Tag Archives: Central Interstate league

Frank Harris and “Pacer” Smith

5 Mar

Frank Harris was sentenced to die on November 29, 1895, in Freeport Illinois for shooting a man named Charles Bengel in May of that year.  Charles N. “Pacer” Smith was sentenced to die the same day in Decatur, Illinois for killing his 5-year-old daughter and 17-year-old sister-in-law and attempting to kill his estranged wife.

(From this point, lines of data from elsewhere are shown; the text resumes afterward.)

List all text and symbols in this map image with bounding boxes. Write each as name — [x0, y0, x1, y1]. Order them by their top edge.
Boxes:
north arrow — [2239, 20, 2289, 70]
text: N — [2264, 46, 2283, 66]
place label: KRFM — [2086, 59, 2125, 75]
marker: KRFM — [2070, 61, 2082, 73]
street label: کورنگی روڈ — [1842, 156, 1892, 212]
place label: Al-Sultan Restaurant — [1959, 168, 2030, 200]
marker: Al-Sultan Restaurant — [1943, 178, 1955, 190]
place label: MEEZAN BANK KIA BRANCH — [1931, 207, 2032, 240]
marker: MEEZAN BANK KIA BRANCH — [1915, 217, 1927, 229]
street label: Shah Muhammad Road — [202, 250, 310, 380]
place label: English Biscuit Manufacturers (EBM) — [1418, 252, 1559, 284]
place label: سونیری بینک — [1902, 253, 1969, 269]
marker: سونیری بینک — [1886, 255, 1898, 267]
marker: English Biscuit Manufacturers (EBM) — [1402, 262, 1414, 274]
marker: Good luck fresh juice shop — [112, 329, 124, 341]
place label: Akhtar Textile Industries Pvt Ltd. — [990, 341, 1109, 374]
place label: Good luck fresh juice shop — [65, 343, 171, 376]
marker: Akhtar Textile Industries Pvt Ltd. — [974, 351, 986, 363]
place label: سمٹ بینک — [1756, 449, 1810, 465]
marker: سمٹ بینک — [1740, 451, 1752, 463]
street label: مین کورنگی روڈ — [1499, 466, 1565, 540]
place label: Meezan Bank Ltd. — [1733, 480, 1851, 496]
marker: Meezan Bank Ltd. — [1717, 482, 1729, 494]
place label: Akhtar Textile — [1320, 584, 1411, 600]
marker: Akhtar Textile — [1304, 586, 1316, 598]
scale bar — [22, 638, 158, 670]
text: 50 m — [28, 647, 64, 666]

Smith and Harris were well acquainted, but accounts differed as to how well.  The Sporting Life said Smith “was at one time a resident of Freeport, and while here was known as Harris’ bosom friend and partner in a number of local ventures.”  The Decatur Review said the two played together on a team in Freeport in 1892. The Decatur Evening Bulletin said that the two had been teammates in Monmouth, Illinois in 1889.  (The Monmouth team was formed at the tail-end of the season to play out the Central Interstate League schedule of the Davenport Hawkeyes who  had folded–but neither Harris nor Smith are listed on any extant rosters for Monmouth).

Smith told The Decatur Daily Republican:

“I know Harris well.  He was with the Rockford club while I was with Ottawa and then we were together in the same club in the Southern League.  He was always a ratty, crazy fellow.  He married a rich girl in Freeport and will escape hanging if money is any good.”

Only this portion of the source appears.